General information
- Type: Ultralight trike
- National origin: Germany
- Manufacturer: Bautek
- Status: In production (2013)

History
- Introduction date: 2009
- First flight: 2009

= Bautek Skycruiser =

German ultralight trike

The Bautek Skycruiser is a German ultralight trike, designed and produced by Bautek of Kenn, Germany. The aircraft is supplied as a complete ready-to-fly-aircraft.

==Design and development==
The Skycruiser was Bautek's first trike design and was designed to comply with the German 120 kg microlight category. The aircraft features a cable-braced hang glider-style high-wing, weight-shift controls, a single-seat open cockpit, tricycle landing gear with finned wheel pants and a single engine in pusher configuration.

The aircraft is made from bolted-together aluminum tubing, with its double surface wing covered in Dacron sailcloth.

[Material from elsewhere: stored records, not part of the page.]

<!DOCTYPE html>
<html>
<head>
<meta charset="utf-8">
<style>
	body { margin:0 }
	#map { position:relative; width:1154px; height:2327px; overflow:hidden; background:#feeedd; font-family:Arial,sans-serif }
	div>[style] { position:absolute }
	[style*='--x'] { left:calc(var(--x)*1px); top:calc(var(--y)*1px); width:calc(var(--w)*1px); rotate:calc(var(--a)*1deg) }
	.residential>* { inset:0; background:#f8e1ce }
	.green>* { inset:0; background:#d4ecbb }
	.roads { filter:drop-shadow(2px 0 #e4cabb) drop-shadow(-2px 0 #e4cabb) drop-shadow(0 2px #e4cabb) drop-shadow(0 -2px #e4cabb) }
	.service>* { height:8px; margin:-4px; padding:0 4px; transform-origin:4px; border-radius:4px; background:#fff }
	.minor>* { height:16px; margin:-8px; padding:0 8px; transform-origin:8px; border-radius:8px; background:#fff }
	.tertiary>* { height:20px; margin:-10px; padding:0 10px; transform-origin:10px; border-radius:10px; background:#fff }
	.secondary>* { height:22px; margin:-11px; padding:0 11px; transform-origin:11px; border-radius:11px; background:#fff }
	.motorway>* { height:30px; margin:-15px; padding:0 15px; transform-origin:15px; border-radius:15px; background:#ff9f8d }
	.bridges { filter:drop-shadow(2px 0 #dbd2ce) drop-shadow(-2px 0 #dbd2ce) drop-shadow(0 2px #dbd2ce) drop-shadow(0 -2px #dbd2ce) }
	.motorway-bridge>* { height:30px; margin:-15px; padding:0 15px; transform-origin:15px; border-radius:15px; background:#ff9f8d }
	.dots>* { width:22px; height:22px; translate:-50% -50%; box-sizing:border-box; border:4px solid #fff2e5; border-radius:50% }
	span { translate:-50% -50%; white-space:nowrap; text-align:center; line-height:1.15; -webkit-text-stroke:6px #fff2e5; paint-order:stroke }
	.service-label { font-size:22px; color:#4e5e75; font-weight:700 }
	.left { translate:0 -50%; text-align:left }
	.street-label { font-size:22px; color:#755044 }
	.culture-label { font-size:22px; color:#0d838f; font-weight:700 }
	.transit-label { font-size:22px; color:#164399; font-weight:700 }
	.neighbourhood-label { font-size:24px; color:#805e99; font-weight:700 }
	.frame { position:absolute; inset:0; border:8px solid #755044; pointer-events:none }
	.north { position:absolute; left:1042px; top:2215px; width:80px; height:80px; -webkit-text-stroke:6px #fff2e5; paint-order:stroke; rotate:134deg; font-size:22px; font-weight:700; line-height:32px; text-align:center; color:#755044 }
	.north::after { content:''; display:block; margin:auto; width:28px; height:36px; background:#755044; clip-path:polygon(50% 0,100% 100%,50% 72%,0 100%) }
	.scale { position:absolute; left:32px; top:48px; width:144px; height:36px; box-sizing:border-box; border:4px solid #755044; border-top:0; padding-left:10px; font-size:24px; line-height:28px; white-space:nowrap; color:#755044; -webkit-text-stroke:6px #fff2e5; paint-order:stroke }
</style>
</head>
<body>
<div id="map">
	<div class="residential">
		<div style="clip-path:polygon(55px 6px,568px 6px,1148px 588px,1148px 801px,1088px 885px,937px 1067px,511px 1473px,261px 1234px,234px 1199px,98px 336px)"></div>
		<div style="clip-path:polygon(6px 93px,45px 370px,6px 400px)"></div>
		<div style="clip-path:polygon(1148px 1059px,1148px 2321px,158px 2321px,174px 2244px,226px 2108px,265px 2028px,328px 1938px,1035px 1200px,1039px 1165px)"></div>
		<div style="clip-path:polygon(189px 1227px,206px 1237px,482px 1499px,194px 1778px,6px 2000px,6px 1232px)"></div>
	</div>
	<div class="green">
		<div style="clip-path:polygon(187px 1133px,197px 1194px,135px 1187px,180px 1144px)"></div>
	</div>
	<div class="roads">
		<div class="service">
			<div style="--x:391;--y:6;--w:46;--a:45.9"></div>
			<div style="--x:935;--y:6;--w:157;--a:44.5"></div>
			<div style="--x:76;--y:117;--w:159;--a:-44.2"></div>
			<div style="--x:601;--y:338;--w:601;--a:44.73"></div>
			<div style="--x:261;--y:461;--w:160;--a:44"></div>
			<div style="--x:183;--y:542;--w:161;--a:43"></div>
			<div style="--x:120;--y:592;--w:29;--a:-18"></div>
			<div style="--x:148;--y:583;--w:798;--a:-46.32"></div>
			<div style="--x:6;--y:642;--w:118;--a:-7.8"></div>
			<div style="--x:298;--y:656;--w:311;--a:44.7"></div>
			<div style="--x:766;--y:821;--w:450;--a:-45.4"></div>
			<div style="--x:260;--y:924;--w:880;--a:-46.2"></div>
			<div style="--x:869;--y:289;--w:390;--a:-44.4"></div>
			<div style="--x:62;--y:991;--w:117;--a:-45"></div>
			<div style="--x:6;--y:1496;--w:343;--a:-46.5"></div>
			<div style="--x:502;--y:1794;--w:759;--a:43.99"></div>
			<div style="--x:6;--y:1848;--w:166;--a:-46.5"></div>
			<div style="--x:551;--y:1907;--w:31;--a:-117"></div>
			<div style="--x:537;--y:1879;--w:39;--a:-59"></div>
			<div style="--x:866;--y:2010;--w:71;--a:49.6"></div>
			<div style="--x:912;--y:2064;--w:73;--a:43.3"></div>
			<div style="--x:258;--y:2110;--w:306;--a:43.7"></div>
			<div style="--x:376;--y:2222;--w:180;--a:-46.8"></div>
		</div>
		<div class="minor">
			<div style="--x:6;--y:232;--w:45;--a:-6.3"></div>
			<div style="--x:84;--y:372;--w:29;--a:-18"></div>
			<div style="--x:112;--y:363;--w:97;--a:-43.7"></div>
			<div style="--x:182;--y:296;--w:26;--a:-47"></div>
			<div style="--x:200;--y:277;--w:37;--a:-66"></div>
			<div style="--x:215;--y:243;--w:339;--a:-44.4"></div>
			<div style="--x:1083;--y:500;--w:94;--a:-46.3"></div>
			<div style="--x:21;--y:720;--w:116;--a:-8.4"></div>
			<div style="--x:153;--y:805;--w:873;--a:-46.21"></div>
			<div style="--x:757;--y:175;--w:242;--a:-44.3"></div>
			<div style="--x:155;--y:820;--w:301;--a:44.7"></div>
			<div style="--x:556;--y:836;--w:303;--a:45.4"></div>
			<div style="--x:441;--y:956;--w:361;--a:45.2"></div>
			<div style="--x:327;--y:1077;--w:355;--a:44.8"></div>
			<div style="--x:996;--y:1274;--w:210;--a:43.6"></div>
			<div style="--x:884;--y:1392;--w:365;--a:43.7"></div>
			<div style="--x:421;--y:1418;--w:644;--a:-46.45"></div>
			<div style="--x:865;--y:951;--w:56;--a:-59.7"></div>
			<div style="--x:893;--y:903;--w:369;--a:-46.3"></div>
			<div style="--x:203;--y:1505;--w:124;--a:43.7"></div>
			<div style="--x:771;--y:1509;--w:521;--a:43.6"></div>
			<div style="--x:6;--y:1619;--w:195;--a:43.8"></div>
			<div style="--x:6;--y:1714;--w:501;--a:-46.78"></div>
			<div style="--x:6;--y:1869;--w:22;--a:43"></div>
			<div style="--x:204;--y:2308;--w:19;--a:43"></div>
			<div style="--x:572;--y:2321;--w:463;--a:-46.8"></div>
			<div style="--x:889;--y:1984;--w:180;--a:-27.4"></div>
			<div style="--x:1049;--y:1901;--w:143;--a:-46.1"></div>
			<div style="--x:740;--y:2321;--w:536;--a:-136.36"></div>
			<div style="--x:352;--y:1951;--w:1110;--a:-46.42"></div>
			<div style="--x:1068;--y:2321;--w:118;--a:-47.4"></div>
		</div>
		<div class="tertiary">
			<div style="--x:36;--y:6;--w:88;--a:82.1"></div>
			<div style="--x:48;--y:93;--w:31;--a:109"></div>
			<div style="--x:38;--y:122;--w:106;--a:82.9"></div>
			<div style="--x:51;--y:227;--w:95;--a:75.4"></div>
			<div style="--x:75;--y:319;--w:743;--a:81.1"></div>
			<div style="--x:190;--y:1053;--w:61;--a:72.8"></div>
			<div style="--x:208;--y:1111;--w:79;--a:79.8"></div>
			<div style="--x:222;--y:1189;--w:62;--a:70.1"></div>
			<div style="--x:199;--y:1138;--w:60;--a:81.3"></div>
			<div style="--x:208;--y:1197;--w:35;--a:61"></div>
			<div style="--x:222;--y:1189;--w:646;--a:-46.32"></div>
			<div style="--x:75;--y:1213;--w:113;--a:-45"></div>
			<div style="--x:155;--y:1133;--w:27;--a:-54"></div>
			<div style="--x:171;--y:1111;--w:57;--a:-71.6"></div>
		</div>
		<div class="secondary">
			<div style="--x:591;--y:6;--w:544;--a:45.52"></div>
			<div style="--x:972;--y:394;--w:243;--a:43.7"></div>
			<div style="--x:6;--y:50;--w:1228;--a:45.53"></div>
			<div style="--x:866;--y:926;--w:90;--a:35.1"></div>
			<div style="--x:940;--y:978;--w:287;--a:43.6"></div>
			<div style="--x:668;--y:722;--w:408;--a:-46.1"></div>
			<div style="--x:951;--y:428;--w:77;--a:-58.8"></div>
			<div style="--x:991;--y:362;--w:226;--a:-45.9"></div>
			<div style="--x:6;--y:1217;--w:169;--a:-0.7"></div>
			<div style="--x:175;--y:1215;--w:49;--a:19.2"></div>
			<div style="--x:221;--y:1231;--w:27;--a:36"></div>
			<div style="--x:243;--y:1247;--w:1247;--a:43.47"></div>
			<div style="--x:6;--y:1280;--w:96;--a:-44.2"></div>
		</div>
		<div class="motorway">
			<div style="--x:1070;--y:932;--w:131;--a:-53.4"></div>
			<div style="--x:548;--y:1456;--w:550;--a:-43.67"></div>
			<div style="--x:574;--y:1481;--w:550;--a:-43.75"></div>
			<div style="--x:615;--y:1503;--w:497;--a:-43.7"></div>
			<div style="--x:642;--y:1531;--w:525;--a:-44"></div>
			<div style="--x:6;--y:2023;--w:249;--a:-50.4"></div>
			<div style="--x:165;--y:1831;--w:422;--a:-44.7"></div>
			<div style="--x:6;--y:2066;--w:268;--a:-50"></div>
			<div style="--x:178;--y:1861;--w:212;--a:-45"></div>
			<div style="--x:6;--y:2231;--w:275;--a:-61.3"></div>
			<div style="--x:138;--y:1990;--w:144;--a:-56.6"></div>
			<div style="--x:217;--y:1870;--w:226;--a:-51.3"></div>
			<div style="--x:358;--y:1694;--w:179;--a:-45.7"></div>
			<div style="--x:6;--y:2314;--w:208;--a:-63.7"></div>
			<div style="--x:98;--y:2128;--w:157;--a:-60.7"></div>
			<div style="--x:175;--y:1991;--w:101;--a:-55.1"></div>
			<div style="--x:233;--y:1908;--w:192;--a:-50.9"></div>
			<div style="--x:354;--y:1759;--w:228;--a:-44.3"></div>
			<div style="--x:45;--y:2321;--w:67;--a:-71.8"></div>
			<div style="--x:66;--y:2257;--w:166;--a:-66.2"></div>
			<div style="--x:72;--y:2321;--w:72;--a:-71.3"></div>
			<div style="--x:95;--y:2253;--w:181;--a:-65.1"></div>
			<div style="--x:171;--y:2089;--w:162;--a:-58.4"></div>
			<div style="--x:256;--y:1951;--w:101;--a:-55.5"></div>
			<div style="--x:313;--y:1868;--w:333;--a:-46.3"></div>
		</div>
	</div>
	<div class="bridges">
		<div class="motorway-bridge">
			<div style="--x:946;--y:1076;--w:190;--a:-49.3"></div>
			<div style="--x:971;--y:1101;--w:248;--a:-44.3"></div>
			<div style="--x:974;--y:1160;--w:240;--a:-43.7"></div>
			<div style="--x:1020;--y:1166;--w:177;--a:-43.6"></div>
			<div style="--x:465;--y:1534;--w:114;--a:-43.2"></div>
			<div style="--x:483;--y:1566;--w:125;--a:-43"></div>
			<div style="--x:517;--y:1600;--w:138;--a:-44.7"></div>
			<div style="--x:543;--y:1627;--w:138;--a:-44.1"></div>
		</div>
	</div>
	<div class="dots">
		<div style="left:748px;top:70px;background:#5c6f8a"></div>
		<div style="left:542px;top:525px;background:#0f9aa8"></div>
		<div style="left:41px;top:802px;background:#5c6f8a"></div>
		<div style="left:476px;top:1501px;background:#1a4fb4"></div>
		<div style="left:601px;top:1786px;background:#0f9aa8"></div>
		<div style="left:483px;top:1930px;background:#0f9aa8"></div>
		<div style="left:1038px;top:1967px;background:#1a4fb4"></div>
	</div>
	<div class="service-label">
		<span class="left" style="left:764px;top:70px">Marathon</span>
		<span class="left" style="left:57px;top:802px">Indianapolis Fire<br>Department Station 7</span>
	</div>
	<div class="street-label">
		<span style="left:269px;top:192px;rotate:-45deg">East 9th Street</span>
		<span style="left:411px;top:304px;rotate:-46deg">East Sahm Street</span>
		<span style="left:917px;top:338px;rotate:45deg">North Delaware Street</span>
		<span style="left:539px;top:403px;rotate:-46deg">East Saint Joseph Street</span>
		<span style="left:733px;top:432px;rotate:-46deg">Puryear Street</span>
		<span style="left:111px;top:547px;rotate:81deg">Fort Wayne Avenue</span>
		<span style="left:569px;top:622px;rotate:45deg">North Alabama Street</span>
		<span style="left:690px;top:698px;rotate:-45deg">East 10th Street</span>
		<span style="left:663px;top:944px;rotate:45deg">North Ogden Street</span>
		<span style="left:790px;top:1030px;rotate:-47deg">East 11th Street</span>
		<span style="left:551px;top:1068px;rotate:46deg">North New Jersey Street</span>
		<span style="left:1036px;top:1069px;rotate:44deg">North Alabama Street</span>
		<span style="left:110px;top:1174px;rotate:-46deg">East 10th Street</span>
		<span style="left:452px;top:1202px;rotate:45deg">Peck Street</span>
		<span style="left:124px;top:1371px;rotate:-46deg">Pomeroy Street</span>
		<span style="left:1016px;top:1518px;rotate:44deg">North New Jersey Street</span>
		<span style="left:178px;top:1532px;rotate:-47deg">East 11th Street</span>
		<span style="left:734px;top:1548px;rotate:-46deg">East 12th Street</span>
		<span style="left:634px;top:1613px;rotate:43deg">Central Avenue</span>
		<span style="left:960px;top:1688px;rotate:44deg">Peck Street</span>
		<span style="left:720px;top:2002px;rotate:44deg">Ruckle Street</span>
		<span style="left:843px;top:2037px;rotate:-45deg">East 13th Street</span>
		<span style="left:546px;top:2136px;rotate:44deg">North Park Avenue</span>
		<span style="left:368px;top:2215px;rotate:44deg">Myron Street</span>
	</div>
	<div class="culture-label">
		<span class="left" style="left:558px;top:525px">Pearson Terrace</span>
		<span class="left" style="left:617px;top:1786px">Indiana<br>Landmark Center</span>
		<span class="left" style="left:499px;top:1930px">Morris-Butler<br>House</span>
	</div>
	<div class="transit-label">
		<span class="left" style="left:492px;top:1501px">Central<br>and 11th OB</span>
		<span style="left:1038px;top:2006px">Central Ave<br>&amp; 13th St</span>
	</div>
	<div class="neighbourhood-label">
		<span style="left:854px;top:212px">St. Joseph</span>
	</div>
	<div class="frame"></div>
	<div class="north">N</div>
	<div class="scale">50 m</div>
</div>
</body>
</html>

Its 9.5 m span Bautek Pico L wing is supported by a single tube-type kingpost and uses an "A" frame weight-shift control bar. The powerplant is a specially modified and tuned twin cylinder, air-cooled, four-stroke, 38 hp Briggs & Stratton Vanguard 1000 engine. This engine provides good fuel economy with a low noise level of 55 dB and produces a cruise speed of 90 km/h.

The aircraft has an empty weight of 75 kg without the wing fitted and a gross weight of 238 kg. The fuel tank holds 30 L of fuel.

The Skycruiser is German DULV certified.